Will Obama and his team show an interest in the 2010 census? Absolutely. Will they indeed appoint their own census director to fill the currently vacant job? That's how it works. But will that director become a White House lackey, skewing the numbers as part of an Obama conspiracy to craft a permanent majority? Only in the GOP's most fevered dreams. The census will stay within Commerce, and the same congressional oversight committees will oversee as always.

(The GOP, during this marginalized phase of its existence, seems overly focused on fighting phantoms. Aside from the purported census "power grab," we have the purported Obama assault on conservative talk radio. The other day, an Obama spokesman specifically stated that Obama opposes any such assault. Religious-right leader Gary Bauer insisted in response that he didn't believe the statement, that it was simply a trick.)

Anyway, on the census front, the Obama team is reportedly considering Kenneth Prewitt to run the Bureau again. Prewitt ran the 2000 census, and garnered bipartisan praise for his work. One key Republican said of Prewitt, "I thought he did an excellent job." That Republican was Judd Gregg.

Prewitt also authored a 50-page treatise on the census process, in the aftermath of his 2000 stint. He put to rest the paranoid notion that any single institution, such as the White House, can successfully stage a partisan takeover of the census; there are too many watchdogs on the prowl, at the Government Accountability Office, on Capitol Hill, and in the Commerce department's inspector general office. Prewitt also wrote that "neither the culture nor the competencies of the Census Bureau are suited to advancing a partisan agenda. The professional statistical community inside and outside the government is the bureau's peer community, and the bureau would not jeopardize its high standing among its peers for a short-term political purpose."

(Actually, the faux issue of a White House "power grab" would probably go away forever if the Census Bureau was set up as an independent agency. A New York Democratic congresswoman is currently sponsoring such a bill, and seven former census directors have endorsed it.)

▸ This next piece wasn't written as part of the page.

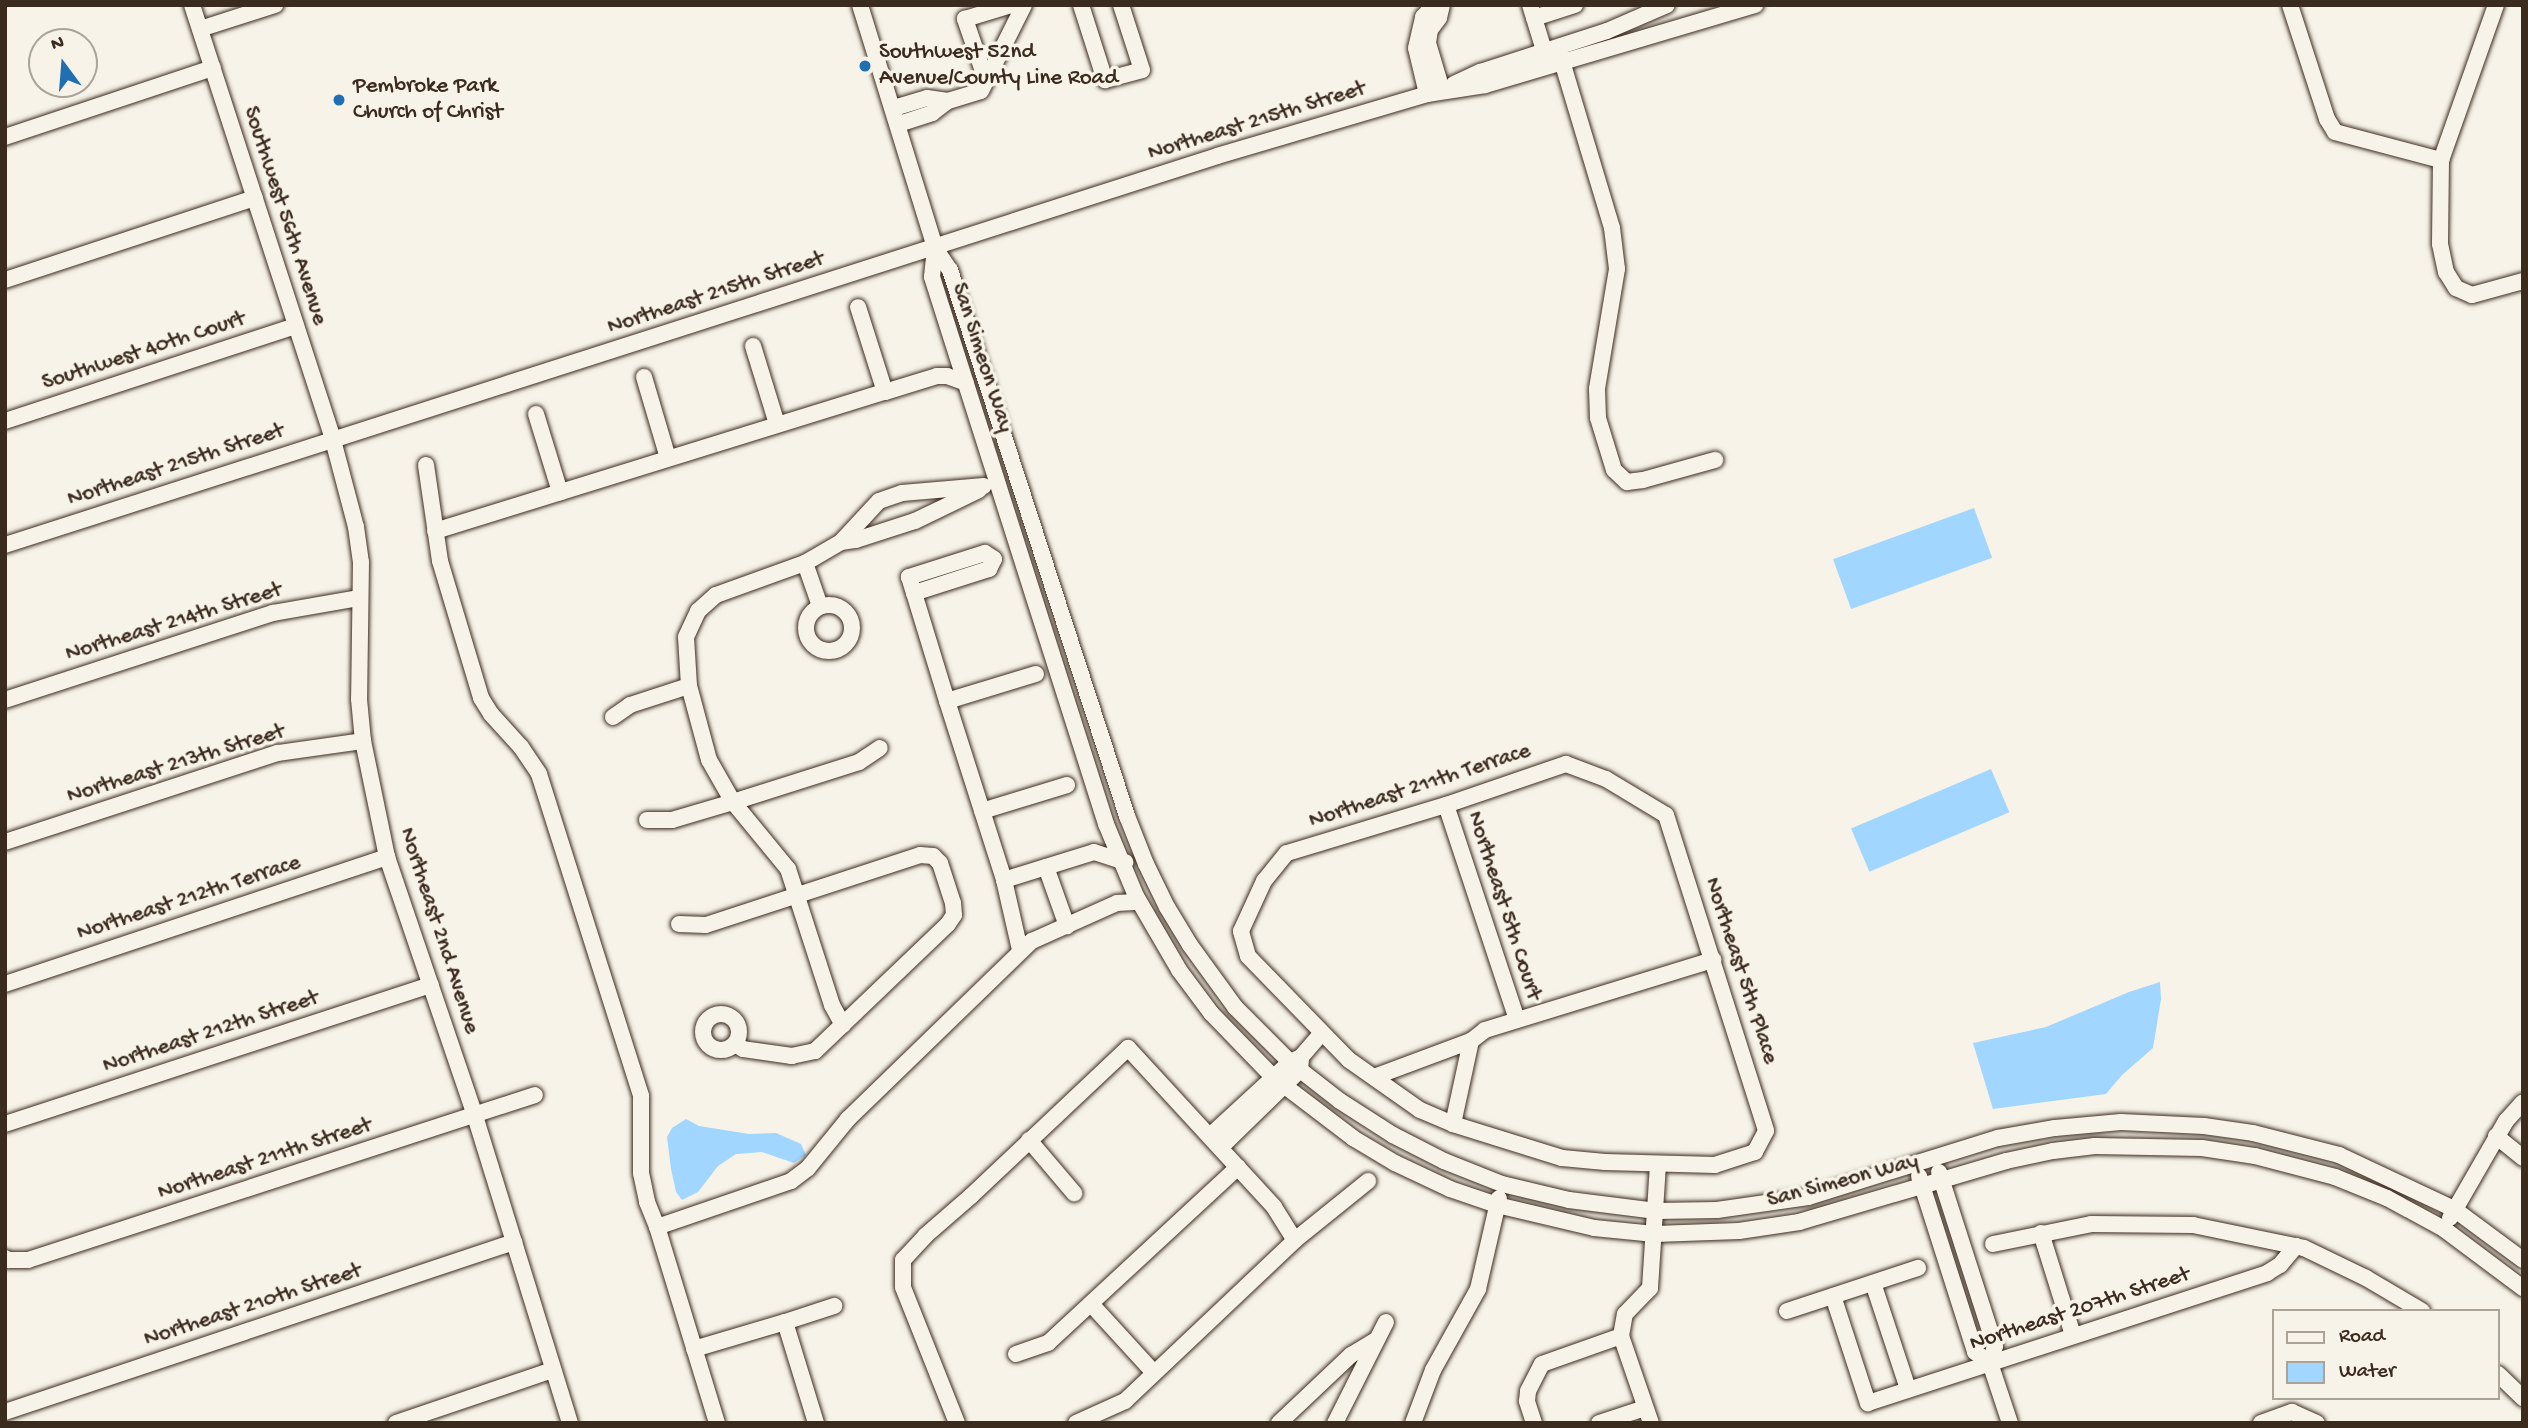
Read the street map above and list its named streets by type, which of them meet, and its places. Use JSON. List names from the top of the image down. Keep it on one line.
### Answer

Granted, Democrats in the past have certainly sought ways to maximize the minority count. Ten years ago, mindful that the 1990 census had missed eight million people, most of whom were underprivileged, Democrats suggested combining the results of the traditional head count with statistical samplings (a process similar to public opinon polls), in order to hike the tally of those minorities and immigrants who had ignored or eluded census inquiries. But Republicans had a very credible response – the Constitution requires "actual enumeration" – and the Supreme Court nixed the idea anyway.

That '99 court ruling was a big political win for the Republicans (business columnist Robert J. Samuelson once observed that "Democrats' passion for sampling is no less political than the Republicans' aversion to it"), but clearly there's something about the census that drives the GOP batty. Back in 2000, top Republican senators shrieked that certain questions on the census form constituted a government invasion of privacy; for instance, they ridiculed the inquiry about whether Americans had "complete plumbing facilities," including "a flush toilet." It turned out that the question had been asked in every census since 1940.

And once George W. Bush took over...well, it won't shock you to learn that, for the past eight years, the Census Bureau has been a mess, just one more victim of the departed president's penchant for institutional wreckage. Each of the top three bureau jobs turned over three times; none of those officials had any national census-taking experience; and the necessary preparations for the 2010 census were (and remain) chronically under-financed.

No wonder Obama has an abiding interest in the census; it's yet another fine mess that he is compelled to clean up. The rants on the right are the least of his problems.


-- With research assistance from UPenn student political writer Emily Schultheis.